## [TASK GOAL]
Although the data below holds other lines too, output only those from the line with "M 500,0 L 517,0 L 491,46 L 472,46 Z" up to and including the line with "18,58 L 0,60 Z", exactly as they appear.

## [DATA PROVIDED]
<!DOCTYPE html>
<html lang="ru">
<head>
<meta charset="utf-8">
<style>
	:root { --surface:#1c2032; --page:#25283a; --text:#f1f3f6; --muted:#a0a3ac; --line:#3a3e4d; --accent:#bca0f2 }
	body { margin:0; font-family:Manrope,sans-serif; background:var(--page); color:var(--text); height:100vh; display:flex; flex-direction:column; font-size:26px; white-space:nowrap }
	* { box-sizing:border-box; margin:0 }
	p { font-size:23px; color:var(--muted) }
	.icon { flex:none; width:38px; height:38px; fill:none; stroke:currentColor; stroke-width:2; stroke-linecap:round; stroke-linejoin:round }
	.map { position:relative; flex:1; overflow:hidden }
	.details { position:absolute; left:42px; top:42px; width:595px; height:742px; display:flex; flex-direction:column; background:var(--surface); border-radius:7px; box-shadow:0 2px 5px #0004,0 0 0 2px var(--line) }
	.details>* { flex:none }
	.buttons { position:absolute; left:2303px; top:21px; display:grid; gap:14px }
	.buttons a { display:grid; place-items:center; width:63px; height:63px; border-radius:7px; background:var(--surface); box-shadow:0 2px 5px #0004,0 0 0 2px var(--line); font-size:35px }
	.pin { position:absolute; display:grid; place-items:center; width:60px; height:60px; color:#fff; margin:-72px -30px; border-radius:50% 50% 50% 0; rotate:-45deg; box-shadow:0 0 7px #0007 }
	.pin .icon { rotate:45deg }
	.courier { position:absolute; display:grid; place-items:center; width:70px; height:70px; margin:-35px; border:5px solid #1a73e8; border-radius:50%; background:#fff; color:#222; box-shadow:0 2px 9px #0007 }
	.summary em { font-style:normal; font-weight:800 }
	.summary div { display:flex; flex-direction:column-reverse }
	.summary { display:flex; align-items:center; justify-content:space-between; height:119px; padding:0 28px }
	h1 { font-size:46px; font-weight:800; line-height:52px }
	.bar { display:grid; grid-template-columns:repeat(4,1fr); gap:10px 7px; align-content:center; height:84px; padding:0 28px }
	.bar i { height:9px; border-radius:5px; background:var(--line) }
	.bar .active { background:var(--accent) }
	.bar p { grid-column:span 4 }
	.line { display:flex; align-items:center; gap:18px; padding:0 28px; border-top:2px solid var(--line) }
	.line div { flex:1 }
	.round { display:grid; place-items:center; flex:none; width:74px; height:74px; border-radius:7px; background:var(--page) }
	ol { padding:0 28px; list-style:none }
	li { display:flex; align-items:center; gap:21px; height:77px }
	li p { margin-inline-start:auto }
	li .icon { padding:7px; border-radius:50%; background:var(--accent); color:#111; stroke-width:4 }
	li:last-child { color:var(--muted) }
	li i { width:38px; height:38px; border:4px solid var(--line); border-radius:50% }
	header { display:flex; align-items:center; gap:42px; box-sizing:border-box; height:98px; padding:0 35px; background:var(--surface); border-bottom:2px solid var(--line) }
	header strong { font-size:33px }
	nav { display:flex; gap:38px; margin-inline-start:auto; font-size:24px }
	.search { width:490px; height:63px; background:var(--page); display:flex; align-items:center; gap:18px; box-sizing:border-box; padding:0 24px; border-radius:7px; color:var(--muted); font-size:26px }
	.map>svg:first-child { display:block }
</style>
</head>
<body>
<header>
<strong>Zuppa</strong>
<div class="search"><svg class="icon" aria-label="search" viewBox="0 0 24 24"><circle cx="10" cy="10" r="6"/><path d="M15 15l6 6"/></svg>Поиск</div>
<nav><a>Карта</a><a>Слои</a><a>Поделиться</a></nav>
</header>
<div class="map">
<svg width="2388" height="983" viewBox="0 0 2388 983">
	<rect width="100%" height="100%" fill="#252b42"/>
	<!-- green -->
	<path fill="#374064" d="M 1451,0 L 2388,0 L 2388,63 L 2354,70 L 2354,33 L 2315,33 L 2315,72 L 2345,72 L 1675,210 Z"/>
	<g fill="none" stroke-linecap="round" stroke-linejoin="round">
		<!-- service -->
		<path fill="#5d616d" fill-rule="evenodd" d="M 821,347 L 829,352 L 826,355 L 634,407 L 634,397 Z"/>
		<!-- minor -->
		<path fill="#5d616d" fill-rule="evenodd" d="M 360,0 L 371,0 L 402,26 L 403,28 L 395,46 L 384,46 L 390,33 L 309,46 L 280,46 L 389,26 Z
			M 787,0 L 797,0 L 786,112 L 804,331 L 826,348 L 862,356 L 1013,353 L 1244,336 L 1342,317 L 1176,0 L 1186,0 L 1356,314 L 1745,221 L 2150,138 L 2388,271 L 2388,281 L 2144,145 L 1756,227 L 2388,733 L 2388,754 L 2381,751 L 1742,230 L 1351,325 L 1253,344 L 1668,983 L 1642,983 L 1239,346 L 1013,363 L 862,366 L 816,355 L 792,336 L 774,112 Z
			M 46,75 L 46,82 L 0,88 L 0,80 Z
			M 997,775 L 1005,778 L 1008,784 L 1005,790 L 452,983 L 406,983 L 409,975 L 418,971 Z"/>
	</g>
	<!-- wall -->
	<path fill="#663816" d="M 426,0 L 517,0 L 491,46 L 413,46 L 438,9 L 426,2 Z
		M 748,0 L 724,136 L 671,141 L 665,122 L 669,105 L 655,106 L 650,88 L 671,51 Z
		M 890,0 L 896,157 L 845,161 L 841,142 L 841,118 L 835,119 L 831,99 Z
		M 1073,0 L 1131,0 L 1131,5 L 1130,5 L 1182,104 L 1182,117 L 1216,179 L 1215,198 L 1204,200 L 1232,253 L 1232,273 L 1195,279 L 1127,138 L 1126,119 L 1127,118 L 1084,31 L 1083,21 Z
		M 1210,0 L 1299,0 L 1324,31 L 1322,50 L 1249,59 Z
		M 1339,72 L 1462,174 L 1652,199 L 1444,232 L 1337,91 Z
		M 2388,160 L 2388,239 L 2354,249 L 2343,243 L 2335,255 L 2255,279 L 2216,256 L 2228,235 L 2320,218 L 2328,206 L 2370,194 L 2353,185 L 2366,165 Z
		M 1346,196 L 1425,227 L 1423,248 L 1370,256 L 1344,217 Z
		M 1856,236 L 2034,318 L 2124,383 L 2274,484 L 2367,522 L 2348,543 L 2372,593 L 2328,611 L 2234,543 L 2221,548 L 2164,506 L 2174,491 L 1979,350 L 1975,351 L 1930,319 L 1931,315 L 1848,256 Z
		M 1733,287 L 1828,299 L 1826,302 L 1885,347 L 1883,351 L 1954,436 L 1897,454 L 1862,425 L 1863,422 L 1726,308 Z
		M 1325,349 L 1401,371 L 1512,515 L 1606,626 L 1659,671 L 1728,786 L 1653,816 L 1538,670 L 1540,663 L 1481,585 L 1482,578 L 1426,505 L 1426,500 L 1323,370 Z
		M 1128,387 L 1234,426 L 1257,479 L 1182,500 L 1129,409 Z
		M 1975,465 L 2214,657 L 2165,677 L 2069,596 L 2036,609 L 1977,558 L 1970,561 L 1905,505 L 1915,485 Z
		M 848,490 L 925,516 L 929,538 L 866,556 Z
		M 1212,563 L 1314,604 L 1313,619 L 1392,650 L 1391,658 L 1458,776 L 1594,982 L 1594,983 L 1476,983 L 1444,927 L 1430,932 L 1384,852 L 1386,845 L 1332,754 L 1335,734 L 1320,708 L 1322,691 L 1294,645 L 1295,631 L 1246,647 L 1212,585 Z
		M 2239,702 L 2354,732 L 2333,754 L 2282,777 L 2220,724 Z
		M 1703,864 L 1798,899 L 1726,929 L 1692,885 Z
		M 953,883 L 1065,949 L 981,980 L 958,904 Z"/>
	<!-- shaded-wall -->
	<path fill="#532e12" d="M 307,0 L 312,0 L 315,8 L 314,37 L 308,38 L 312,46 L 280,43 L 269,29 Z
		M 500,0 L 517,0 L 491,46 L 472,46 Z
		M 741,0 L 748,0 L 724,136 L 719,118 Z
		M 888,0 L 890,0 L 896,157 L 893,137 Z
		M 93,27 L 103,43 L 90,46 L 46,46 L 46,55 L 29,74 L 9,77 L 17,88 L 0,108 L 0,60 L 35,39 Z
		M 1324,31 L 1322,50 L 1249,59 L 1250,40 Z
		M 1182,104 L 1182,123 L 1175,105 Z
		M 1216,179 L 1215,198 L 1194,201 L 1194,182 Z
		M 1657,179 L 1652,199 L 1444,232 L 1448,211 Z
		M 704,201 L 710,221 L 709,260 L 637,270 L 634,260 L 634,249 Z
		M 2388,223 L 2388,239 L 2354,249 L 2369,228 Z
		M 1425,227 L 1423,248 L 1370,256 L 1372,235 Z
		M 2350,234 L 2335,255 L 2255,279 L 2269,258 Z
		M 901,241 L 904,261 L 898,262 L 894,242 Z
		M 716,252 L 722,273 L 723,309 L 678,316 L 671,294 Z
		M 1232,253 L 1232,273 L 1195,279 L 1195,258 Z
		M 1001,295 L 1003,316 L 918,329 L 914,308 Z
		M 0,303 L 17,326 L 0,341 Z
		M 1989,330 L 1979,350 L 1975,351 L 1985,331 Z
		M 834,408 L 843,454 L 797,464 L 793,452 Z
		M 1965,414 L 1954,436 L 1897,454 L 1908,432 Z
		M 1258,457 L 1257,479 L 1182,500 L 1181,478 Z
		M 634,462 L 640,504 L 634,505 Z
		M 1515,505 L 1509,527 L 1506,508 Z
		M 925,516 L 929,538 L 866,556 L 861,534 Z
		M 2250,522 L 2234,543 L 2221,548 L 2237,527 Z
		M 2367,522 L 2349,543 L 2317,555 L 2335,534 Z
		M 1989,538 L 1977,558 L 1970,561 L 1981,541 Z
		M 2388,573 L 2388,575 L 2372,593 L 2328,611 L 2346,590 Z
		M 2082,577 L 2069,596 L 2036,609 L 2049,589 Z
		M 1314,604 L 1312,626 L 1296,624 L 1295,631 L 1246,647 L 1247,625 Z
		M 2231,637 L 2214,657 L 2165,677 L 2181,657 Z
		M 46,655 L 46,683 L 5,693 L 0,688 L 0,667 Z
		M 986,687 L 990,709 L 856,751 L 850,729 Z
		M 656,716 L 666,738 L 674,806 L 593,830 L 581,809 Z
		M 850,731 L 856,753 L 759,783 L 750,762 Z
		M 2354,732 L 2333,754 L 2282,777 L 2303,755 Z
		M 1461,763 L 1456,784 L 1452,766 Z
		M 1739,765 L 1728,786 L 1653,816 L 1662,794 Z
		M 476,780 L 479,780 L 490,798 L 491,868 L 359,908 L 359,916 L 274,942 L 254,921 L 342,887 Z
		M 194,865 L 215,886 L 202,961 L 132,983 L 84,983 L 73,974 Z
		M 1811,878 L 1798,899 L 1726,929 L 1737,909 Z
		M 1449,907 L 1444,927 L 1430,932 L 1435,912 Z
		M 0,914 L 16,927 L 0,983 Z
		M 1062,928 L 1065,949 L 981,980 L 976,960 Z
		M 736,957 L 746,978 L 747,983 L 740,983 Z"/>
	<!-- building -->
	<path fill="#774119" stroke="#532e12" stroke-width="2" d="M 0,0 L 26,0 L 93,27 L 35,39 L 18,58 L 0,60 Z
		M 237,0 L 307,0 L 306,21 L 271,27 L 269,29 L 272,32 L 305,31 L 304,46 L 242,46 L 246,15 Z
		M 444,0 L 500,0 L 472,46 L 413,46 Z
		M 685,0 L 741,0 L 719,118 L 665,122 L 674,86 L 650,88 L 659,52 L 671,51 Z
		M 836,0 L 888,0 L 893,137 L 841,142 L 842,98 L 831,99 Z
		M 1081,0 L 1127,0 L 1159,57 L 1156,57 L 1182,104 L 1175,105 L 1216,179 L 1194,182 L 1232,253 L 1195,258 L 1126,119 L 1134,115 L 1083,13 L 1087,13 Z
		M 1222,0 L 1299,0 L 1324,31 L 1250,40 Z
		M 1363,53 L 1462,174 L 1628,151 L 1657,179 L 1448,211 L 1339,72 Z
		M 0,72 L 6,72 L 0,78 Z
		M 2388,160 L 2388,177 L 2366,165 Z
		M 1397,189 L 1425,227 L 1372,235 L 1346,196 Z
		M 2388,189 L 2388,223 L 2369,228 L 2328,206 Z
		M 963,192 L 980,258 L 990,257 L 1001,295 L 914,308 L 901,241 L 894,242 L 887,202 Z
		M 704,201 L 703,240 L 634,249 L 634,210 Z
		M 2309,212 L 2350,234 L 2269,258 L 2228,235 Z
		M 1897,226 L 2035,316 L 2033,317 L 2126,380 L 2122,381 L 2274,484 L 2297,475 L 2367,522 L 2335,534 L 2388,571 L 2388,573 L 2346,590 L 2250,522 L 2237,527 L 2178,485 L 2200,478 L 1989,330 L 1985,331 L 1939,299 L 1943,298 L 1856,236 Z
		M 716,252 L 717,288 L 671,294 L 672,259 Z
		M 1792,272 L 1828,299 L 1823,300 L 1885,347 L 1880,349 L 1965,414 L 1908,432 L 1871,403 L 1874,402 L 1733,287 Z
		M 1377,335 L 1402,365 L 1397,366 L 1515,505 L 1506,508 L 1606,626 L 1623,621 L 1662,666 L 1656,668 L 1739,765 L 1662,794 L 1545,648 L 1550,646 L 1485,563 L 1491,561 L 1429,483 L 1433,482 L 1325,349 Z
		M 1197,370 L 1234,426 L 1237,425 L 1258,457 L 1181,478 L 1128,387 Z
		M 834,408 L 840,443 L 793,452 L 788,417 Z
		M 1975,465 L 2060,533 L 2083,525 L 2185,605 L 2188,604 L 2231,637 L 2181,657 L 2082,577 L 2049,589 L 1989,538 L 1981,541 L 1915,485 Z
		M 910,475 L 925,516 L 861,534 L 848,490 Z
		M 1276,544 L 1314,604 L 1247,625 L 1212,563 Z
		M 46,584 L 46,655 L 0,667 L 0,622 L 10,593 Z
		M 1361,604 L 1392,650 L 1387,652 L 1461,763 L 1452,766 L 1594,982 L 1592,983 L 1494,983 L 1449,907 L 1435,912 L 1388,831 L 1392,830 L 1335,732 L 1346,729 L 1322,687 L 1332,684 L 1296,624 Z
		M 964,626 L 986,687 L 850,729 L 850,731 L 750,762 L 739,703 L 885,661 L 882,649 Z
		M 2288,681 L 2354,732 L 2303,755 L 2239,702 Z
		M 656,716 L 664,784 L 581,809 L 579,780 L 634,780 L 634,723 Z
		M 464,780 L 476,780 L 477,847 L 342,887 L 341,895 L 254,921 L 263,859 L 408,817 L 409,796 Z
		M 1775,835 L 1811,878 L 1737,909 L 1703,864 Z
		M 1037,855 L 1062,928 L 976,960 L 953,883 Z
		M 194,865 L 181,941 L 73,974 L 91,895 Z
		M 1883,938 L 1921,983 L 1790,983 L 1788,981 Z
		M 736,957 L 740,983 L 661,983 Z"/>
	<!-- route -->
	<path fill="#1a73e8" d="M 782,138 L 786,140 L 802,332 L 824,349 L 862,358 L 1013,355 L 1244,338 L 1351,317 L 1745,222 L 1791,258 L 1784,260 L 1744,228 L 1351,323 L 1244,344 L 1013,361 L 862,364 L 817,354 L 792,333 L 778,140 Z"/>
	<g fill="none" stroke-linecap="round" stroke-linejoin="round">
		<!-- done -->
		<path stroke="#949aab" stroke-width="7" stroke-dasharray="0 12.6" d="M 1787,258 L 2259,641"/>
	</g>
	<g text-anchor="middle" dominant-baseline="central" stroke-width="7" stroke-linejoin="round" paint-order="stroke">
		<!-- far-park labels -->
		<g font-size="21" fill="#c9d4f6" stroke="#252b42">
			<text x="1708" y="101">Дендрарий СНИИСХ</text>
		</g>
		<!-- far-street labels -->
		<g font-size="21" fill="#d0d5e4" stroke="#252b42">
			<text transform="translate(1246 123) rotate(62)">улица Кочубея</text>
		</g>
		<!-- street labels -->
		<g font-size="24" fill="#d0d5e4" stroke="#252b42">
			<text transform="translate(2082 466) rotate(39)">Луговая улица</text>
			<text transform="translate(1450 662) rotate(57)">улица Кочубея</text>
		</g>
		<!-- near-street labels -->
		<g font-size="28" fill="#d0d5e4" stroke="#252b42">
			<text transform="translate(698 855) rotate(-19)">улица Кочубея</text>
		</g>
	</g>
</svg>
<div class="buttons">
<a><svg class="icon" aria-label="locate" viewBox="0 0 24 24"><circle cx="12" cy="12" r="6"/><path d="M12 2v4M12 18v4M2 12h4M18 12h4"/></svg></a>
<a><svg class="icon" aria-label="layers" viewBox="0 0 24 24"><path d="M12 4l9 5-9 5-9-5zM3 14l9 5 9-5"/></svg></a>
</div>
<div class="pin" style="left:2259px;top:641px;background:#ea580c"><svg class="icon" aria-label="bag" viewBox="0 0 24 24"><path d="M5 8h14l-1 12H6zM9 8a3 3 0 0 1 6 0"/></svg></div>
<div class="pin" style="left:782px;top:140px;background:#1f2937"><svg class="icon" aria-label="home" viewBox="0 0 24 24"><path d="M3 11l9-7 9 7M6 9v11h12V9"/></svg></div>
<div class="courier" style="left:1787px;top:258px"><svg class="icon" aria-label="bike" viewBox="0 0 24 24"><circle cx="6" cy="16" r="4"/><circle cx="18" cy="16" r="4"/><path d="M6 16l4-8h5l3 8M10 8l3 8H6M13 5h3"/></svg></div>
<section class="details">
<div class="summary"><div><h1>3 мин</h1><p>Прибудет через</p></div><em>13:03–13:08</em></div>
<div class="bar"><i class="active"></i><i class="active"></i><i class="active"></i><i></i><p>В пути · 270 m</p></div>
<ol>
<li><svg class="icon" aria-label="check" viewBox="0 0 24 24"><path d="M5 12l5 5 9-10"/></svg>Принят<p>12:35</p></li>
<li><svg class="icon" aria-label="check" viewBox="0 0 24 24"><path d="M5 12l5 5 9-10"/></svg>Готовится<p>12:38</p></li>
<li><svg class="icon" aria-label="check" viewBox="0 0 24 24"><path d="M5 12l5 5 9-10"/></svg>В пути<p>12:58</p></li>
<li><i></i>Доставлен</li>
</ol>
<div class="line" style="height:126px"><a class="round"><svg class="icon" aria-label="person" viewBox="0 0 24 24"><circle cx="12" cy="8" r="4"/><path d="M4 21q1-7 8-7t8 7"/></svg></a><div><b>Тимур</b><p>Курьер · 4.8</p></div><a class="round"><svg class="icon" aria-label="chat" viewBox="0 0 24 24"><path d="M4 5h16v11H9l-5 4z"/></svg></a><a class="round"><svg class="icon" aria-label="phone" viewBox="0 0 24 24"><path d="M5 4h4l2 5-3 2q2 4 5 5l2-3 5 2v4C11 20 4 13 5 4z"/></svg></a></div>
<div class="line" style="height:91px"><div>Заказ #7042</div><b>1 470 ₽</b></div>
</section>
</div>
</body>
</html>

## [ANSWER SPACE]
		M 500,0 L 517,0 L 491,46 L 472,46 Z
		M 741,0 L 748,0 L 724,136 L 719,118 Z
		M 888,0 L 890,0 L 896,157 L 893,137 Z
		M 93,27 L 103,43 L 90,46 L 46,46 L 46,55 L 29,74 L 9,77 L 17,88 L 0,108 L 0,60 L 35,39 Z
		M 1324,31 L 1322,50 L 1249,59 L 1250,40 Z
		M 1182,104 L 1182,123 L 1175,105 Z
		M 1216,179 L 1215,198 L 1194,201 L 1194,182 Z
		M 1657,179 L 1652,199 L 1444,232 L 1448,211 Z
		M 704,201 L 710,221 L 709,260 L 637,270 L 634,260 L 634,249 Z
		M 2388,223 L 2388,239 L 2354,249 L 2369,228 Z
		M 1425,227 L 1423,248 L 1370,256 L 1372,235 Z
		M 2350,234 L 2335,255 L 2255,279 L 2269,258 Z
		M 901,241 L 904,261 L 898,262 L 894,242 Z
		M 716,252 L 722,273 L 723,309 L 678,316 L 671,294 Z
		M 1232,253 L 1232,273 L 1195,279 L 1195,258 Z
		M 1001,295 L 1003,316 L 918,329 L 914,308 Z
		M 0,303 L 17,326 L 0,341 Z
		M 1989,330 L 1979,350 L 1975,351 L 1985,331 Z
		M 834,408 L 843,454 L 797,464 L 793,452 Z
		M 1965,414 L 1954,436 L 1897,454 L 1908,432 Z
		M 1258,457 L 1257,479 L 1182,500 L 1181,478 Z
		M 634,462 L 640,504 L 634,505 Z
		M 1515,505 L 1509,527 L 1506,508 Z
		M 925,516 L 929,538 L 866,556 L 861,534 Z
		M 2250,522 L 2234,543 L 2221,548 L 2237,527 Z
		M 2367,522 L 2349,543 L 2317,555 L 2335,534 Z
		M 1989,538 L 1977,558 L 1970,561 L 1981,541 Z
		M 2388,573 L 2388,575 L 2372,593 L 2328,611 L 2346,590 Z
		M 2082,577 L 2069,596 L 2036,609 L 2049,589 Z
		M 1314,604 L 1312,626 L 1296,624 L 1295,631 L 1246,647 L 1247,625 Z
		M 2231,637 L 2214,657 L 2165,677 L 2181,657 Z
		M 46,655 L 46,683 L 5,693 L 0,688 L 0,667 Z
		M 986,687 L 990,709 L 856,751 L 850,729 Z
		M 656,716 L 666,738 L 674,806 L 593,830 L 581,809 Z
		M 850,731 L 856,753 L 759,783 L 750,762 Z
		M 2354,732 L 2333,754 L 2282,777 L 2303,755 Z
		M 1461,763 L 1456,784 L 1452,766 Z
		M 1739,765 L 1728,786 L 1653,816 L 1662,794 Z
		M 476,780 L 479,780 L 490,798 L 491,868 L 359,908 L 359,916 L 274,942 L 254,921 L 342,887 Z
		M 194,865 L 215,886 L 202,961 L 132,983 L 84,983 L 73,974 Z
		M 1811,878 L 1798,899 L 1726,929 L 1737,909 Z
		M 1449,907 L 1444,927 L 1430,932 L 1435,912 Z
		M 0,914 L 16,927 L 0,983 Z
		M 1062,928 L 1065,949 L 981,980 L 976,960 Z
		M 736,957 L 746,978 L 747,983 L 740,983 Z"/>
	<!-- building -->
	<path fill="#774119" stroke="#532e12" stroke-width="2" d="M 0,0 L 26,0 L 93,27 L 35,39 L 18,58 L 0,60 Z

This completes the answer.